### Work item:
The exercise calls for every entry that follows to be repeated exactly.

Records contained in a dataset:
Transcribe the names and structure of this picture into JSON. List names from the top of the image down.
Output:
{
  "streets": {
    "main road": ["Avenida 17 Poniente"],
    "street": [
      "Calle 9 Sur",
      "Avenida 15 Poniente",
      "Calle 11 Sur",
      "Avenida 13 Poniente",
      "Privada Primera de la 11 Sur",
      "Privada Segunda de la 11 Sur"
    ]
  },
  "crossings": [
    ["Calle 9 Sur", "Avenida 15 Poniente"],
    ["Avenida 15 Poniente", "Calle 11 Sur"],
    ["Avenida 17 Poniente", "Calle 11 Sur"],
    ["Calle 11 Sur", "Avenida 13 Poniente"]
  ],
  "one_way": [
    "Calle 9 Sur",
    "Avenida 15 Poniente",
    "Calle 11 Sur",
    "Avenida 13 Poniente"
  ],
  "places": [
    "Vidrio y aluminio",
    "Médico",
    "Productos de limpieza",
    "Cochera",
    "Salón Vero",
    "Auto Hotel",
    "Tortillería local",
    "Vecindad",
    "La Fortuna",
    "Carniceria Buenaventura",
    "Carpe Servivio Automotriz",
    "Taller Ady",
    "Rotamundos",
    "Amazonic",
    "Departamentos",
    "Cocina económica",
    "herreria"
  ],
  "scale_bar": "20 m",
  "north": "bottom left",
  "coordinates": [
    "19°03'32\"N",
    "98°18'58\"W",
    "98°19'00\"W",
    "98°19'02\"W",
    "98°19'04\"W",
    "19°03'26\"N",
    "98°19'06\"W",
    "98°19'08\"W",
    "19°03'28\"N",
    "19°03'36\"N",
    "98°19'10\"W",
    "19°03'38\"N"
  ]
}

### Written response:
Transcribe the names and structure of this picture into JSON. List names from the top of the image down.
Output:
{
  "streets": {
    "main road": ["Avenida 17 Poniente"],
    "street": [
      "Calle 9 Sur",
      "Avenida 15 Poniente",
      "Calle 11 Sur",
      "Avenida 13 Poniente",
      "Privada Primera de la 11 Sur",
      "Privada Segunda de la 11 Sur"
    ]
  },
  "crossings": [
    ["Calle 9 Sur", "Avenida 15 Poniente"],
    ["Avenida 15 Poniente", "Calle 11 Sur"],
    ["Avenida 17 Poniente", "Calle 11 Sur"],
    ["Calle 11 Sur", "Avenida 13 Poniente"]
  ],
  "one_way": [
    "Calle 9 Sur",
    "Avenida 15 Poniente",
    "Calle 11 Sur",
    "Avenida 13 Poniente"
  ],
  "places": [
    "Vidrio y aluminio",
    "Médico",
    "Productos de limpieza",
    "Cochera",
    "Salón Vero",
    "Auto Hotel",
    "Tortillería local",
    "Vecindad",
    "La Fortuna",
    "Carniceria Buenaventura",
    "Carpe Servivio Automotriz",
    "Taller Ady",
    "Rotamundos",
    "Amazonic",
    "Departamentos",
    "Cocina económica",
    "herreria"
  ],
  "scale_bar": "20 m",
  "north": "bottom left",
  "coordinates": [
    "19°03'32\"N",
    "98°18'58\"W",
    "98°19'00\"W",
    "98°19'02\"W",
    "98°19'04\"W",
    "19°03'26\"N",
    "98°19'06\"W",
    "98°19'08\"W",
    "19°03'28\"N",
    "19°03'36\"N",
    "98°19'10\"W",
    "19°03'38\"N"
  ]
}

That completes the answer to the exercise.